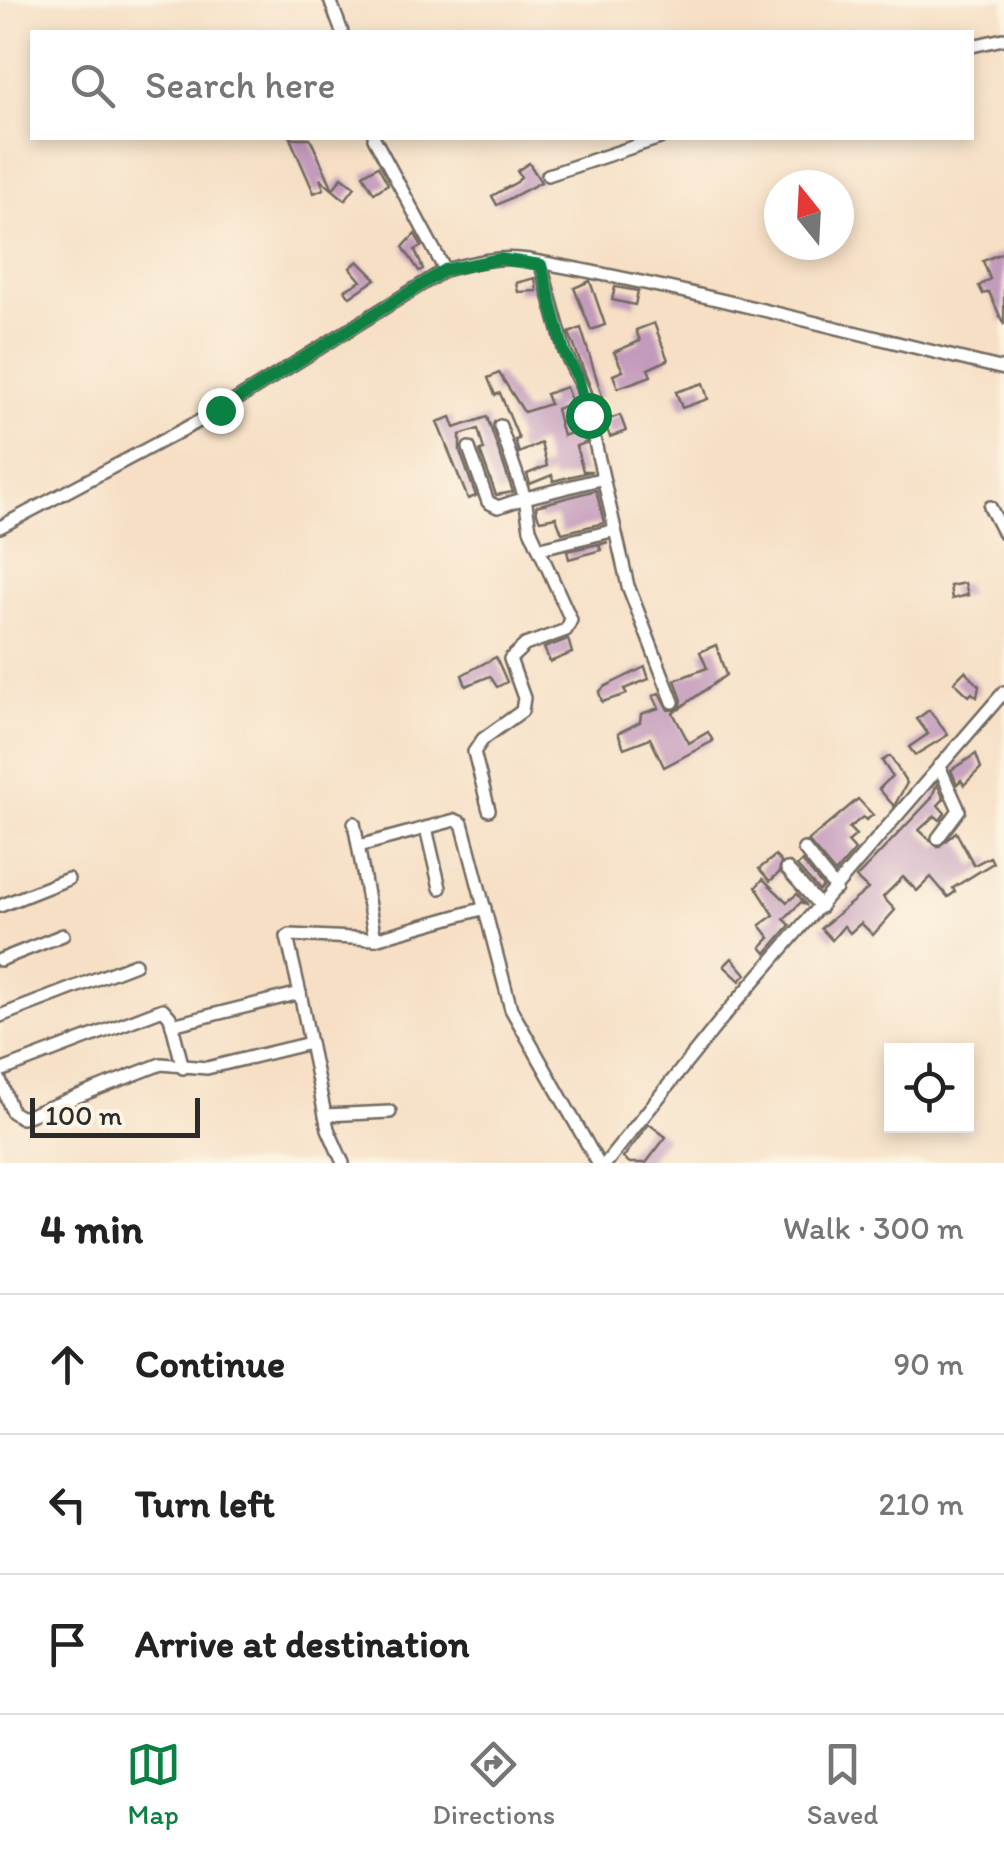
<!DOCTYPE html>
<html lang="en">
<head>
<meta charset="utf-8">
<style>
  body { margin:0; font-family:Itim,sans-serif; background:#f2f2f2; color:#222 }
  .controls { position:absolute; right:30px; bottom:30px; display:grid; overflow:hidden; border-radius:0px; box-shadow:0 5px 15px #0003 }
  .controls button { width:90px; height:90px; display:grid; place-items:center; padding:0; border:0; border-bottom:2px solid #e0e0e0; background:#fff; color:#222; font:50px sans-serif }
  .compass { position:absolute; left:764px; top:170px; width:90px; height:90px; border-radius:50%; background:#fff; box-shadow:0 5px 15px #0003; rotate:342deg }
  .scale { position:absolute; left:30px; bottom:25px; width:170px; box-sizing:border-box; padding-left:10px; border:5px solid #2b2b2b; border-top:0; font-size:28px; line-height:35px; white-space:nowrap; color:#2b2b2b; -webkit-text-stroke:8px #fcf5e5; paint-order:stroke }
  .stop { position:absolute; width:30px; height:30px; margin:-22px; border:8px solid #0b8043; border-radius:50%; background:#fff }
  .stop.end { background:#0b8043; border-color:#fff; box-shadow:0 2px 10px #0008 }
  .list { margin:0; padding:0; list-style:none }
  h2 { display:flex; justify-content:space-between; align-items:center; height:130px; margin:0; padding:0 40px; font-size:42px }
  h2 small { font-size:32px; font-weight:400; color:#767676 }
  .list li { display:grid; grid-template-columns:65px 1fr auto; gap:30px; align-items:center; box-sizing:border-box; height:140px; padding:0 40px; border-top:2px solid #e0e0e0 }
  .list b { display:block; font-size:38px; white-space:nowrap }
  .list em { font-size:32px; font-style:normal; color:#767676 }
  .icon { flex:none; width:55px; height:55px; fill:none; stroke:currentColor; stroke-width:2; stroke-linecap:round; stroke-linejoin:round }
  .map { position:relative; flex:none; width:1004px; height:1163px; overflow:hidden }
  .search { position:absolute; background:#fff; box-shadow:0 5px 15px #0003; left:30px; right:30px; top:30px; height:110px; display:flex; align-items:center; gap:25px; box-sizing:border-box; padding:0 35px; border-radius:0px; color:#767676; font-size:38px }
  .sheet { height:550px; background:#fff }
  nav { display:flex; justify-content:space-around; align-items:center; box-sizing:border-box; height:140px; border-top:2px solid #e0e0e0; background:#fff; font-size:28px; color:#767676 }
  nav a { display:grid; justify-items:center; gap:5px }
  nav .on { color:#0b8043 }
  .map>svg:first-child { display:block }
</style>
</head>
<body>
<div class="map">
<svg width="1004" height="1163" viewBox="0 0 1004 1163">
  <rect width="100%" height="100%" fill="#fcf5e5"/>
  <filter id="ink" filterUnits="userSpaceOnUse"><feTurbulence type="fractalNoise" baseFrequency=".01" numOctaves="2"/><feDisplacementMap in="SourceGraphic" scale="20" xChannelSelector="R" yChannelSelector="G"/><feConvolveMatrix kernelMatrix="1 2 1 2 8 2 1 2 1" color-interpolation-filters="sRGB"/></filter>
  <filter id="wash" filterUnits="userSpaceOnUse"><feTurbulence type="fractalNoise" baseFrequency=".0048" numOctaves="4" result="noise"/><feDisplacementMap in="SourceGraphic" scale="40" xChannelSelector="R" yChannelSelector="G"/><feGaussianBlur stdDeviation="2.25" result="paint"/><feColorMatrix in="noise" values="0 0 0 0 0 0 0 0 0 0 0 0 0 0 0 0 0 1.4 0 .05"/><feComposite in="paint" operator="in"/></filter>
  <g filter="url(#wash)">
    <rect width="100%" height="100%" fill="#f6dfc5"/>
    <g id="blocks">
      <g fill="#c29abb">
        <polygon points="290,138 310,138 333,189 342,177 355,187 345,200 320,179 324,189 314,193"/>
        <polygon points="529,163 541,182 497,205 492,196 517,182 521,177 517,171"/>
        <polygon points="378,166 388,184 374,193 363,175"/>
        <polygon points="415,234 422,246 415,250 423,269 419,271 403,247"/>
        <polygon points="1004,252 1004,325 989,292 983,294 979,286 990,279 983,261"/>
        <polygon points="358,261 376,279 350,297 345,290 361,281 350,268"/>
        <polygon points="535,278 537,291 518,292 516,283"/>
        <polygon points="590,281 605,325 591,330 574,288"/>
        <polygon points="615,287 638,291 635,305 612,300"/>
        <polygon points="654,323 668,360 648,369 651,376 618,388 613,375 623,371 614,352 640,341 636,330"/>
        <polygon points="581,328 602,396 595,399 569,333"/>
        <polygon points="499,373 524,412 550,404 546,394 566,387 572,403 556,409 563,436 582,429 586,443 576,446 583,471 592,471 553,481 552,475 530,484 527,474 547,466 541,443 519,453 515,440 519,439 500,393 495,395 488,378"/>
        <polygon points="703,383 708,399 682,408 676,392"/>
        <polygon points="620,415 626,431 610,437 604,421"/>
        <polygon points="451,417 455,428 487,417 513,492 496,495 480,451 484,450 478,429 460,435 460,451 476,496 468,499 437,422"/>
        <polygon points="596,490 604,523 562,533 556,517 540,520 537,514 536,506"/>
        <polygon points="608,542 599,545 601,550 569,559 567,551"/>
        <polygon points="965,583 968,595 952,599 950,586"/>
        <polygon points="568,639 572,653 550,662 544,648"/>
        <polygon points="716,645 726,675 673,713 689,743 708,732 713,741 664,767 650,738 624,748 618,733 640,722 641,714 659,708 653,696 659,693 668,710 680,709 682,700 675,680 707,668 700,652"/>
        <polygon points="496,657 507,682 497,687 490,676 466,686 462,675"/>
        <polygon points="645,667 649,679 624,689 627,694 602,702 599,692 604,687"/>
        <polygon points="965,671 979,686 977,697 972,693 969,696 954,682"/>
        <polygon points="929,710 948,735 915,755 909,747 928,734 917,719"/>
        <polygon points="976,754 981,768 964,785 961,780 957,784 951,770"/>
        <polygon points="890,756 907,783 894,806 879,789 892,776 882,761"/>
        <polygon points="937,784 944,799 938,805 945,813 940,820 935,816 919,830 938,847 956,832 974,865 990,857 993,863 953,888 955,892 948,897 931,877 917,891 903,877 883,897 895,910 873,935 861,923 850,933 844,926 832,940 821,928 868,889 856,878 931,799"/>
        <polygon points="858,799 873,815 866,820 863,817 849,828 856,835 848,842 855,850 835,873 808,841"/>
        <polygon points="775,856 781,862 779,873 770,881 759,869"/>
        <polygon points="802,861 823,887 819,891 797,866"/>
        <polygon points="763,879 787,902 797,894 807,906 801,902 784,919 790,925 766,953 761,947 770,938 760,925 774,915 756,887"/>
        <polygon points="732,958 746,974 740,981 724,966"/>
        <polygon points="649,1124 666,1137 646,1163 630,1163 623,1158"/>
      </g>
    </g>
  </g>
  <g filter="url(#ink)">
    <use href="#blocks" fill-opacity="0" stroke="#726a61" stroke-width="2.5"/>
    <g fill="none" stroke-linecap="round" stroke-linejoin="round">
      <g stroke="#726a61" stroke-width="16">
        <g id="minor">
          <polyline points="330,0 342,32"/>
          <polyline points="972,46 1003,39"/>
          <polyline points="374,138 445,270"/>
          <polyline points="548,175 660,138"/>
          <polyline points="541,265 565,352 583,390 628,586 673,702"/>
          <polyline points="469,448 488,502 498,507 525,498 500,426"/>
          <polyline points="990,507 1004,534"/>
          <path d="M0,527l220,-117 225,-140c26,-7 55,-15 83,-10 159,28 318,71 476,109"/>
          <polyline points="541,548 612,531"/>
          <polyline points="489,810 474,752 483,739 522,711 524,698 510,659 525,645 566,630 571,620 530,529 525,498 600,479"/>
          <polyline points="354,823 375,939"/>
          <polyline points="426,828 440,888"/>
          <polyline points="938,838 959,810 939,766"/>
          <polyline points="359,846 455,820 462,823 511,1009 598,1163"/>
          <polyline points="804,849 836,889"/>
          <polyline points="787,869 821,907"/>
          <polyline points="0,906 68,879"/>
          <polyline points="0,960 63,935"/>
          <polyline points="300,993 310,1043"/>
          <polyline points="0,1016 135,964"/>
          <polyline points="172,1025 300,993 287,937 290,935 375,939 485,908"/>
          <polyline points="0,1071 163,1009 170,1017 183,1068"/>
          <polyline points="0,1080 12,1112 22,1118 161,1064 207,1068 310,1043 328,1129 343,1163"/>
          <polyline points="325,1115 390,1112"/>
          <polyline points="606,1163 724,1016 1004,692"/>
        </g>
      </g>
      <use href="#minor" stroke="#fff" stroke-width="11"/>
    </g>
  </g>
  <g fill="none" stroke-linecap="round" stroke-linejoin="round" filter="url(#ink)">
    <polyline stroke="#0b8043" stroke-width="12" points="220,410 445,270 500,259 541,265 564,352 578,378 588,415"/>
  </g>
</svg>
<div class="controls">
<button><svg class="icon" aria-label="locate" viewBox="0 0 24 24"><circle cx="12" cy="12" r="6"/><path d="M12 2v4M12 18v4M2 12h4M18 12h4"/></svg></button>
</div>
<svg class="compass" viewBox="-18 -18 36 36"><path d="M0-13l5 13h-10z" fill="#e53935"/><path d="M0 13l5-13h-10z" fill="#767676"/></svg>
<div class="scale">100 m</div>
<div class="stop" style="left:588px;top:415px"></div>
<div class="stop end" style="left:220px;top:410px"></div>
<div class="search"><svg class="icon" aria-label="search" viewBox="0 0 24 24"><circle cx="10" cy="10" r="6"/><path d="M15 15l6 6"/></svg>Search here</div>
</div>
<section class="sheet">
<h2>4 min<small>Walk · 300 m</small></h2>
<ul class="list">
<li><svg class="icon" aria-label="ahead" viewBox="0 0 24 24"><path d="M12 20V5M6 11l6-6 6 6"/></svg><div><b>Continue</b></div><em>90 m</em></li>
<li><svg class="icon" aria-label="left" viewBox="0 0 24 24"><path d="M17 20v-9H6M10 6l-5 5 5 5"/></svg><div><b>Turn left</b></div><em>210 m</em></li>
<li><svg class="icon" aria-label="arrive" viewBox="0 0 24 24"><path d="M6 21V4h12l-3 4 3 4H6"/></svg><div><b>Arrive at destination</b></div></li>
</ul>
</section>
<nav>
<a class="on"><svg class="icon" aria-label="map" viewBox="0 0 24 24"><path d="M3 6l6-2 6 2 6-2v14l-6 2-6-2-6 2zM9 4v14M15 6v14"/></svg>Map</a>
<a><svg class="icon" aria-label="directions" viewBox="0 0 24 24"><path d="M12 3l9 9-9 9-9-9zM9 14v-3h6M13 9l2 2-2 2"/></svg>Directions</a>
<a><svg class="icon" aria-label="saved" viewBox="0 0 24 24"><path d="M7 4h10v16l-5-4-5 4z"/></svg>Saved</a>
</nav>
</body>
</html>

---

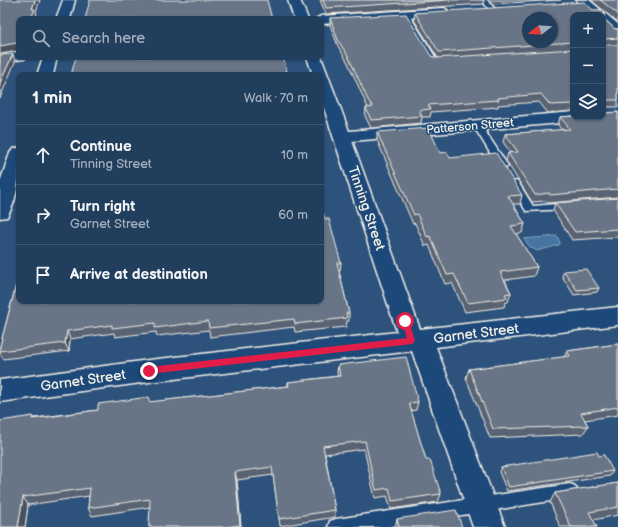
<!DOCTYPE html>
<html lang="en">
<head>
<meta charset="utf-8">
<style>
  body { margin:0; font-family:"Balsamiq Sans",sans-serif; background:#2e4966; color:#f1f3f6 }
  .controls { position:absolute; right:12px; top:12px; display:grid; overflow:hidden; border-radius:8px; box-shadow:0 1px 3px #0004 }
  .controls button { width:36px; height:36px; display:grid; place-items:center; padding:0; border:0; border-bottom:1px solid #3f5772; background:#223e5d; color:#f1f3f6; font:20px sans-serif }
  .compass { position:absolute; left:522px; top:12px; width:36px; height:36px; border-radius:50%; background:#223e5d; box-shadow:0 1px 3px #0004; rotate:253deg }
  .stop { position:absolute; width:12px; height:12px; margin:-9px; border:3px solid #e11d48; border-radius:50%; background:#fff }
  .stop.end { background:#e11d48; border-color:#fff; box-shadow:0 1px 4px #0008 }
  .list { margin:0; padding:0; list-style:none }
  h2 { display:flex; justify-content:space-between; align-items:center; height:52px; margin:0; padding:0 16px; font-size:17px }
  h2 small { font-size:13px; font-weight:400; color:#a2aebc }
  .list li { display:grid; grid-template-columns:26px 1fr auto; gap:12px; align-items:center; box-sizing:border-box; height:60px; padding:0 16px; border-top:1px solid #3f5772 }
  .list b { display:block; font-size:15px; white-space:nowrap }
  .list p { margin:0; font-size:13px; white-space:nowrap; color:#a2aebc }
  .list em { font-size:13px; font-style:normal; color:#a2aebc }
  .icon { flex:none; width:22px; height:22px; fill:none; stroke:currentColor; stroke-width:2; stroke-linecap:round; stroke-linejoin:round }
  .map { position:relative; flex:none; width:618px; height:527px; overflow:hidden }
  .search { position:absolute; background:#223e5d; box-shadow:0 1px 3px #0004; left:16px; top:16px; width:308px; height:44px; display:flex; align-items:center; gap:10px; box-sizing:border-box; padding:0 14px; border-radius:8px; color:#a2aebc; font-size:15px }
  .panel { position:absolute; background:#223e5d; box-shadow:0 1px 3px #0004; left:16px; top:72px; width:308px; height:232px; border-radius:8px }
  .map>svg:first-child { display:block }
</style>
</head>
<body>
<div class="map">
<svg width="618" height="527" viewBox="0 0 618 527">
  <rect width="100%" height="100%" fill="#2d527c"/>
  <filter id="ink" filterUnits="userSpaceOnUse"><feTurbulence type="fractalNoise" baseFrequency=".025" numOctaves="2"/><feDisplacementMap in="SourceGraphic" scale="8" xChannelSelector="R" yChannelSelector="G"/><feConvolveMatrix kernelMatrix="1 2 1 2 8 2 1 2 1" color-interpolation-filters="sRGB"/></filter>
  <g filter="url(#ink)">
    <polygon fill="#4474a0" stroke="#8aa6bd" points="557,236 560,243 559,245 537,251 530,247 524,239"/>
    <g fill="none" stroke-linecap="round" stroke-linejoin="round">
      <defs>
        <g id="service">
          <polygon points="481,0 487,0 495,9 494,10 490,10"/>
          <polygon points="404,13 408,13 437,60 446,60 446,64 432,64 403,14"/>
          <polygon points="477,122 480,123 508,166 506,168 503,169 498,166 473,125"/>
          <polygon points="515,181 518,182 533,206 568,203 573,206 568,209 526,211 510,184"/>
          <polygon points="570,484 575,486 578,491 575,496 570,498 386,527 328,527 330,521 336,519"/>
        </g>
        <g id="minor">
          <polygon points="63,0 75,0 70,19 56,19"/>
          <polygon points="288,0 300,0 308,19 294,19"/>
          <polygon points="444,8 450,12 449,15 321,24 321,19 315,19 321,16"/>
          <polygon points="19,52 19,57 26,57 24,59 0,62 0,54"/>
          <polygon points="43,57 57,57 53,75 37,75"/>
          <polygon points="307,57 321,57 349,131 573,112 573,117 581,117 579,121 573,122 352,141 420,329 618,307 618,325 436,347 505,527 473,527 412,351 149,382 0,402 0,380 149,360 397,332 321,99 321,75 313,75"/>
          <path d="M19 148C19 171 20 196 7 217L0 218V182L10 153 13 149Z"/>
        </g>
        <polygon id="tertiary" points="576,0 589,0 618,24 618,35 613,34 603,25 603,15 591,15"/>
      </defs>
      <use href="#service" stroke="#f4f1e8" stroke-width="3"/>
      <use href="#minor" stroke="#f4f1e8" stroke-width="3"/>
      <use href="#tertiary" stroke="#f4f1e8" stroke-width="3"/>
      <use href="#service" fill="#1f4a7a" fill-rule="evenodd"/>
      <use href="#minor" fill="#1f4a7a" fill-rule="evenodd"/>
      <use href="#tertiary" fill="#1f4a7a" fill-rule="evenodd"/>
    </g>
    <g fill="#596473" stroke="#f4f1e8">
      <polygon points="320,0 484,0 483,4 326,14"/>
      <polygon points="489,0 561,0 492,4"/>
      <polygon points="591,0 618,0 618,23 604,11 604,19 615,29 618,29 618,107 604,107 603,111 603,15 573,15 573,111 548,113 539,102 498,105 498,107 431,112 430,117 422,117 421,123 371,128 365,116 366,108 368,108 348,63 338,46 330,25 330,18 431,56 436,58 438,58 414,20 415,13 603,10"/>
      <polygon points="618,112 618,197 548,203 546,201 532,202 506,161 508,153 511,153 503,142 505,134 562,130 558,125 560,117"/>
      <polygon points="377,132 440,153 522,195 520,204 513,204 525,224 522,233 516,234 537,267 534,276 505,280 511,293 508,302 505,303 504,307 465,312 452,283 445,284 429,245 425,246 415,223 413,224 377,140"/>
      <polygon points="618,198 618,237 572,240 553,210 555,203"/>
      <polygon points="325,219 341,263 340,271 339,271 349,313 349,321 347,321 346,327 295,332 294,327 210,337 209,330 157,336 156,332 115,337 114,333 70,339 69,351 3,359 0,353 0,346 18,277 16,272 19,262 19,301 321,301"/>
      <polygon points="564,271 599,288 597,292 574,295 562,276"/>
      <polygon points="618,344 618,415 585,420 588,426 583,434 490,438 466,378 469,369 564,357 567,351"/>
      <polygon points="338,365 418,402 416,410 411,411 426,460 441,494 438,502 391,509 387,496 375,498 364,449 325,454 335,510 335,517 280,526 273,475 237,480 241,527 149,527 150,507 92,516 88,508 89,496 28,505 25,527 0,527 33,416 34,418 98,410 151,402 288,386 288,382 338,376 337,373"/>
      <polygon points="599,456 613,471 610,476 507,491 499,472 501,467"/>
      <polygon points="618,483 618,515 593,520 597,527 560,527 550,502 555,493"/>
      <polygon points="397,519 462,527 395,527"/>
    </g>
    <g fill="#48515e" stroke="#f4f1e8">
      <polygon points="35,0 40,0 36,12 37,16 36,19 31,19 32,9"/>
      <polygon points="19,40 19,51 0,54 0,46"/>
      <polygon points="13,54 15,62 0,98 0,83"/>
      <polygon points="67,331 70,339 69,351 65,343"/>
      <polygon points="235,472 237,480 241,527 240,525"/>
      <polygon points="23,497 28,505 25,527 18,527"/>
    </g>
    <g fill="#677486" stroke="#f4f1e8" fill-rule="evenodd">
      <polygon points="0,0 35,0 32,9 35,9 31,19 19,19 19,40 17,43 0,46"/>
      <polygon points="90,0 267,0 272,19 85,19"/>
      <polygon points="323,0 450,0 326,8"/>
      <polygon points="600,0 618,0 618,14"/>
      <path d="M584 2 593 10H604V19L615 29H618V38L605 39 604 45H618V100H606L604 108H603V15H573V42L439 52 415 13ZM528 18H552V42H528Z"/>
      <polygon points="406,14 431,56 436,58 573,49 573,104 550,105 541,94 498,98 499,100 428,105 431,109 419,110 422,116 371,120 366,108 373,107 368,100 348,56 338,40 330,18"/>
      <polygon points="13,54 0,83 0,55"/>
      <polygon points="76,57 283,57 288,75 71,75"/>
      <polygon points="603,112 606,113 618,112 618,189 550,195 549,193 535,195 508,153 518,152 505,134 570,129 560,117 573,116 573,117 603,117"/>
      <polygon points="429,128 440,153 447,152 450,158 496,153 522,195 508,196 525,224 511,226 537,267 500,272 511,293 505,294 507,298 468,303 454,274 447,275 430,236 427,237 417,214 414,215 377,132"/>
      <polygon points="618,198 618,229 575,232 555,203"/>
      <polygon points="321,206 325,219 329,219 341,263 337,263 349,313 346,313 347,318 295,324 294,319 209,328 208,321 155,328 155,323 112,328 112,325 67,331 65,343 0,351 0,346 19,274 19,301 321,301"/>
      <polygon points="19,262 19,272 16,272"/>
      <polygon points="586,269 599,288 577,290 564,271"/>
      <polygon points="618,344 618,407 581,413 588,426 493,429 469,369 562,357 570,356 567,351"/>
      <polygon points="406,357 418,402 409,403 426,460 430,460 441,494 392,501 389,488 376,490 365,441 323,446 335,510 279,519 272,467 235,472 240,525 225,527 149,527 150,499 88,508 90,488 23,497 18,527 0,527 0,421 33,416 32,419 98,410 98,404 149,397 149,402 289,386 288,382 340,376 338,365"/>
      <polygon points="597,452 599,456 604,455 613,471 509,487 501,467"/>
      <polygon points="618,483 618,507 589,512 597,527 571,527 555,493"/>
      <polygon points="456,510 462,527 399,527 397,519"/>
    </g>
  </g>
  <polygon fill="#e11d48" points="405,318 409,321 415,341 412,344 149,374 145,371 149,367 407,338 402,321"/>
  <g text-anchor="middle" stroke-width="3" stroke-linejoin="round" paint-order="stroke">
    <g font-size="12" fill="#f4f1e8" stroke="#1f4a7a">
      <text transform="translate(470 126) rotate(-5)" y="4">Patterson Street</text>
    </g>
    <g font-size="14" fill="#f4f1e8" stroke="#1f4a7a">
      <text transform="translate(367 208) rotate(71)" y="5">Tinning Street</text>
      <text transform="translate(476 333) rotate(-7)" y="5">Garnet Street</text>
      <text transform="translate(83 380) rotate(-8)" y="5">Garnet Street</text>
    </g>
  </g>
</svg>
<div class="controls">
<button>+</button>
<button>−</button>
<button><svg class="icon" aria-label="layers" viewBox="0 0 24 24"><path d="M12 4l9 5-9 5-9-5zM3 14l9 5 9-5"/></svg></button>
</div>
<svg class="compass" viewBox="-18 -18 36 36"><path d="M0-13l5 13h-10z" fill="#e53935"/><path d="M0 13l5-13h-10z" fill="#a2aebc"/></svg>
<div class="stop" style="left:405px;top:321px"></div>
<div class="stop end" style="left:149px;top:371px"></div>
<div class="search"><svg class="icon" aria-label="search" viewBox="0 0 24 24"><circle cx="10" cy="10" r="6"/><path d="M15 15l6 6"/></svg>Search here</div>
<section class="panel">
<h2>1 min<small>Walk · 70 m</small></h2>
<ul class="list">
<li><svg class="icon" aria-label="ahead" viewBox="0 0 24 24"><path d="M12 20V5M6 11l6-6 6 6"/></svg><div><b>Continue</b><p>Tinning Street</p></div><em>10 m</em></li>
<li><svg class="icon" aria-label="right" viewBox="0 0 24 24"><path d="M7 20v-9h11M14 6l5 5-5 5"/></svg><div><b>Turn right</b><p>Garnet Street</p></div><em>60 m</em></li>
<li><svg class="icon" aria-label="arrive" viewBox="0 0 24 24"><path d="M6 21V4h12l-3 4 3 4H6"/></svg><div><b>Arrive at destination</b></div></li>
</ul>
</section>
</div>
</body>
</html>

• INSTRUCTIONS FOR THE TASK: The answer must be every line from the records above that contains the word "feConvolveMatrix", copied in full.

• REPLY TO THE EXERCISE:
  <filter id="ink" filterUnits="userSpaceOnUse"><feTurbulence type="fractalNoise" baseFrequency=".01" numOctaves="2"/><feDisplacementMap in="SourceGraphic" scale="20" xChannelSelector="R" yChannelSelector="G"/><feConvolveMatrix kernelMatrix="1 2 1 2 8 2 1 2 1" color-interpolation-filters="sRGB"/></filter>
  <filter id="ink" filterUnits="userSpaceOnUse"><feTurbulence type="fractalNoise" baseFrequency=".025" numOctaves="2"/><feDisplacementMap in="SourceGraphic" scale="8" xChannelSelector="R" yChannelSelector="G"/><feConvolveMatrix kernelMatrix="1 2 1 2 8 2 1 2 1" color-interpolation-filters="sRGB"/></filter>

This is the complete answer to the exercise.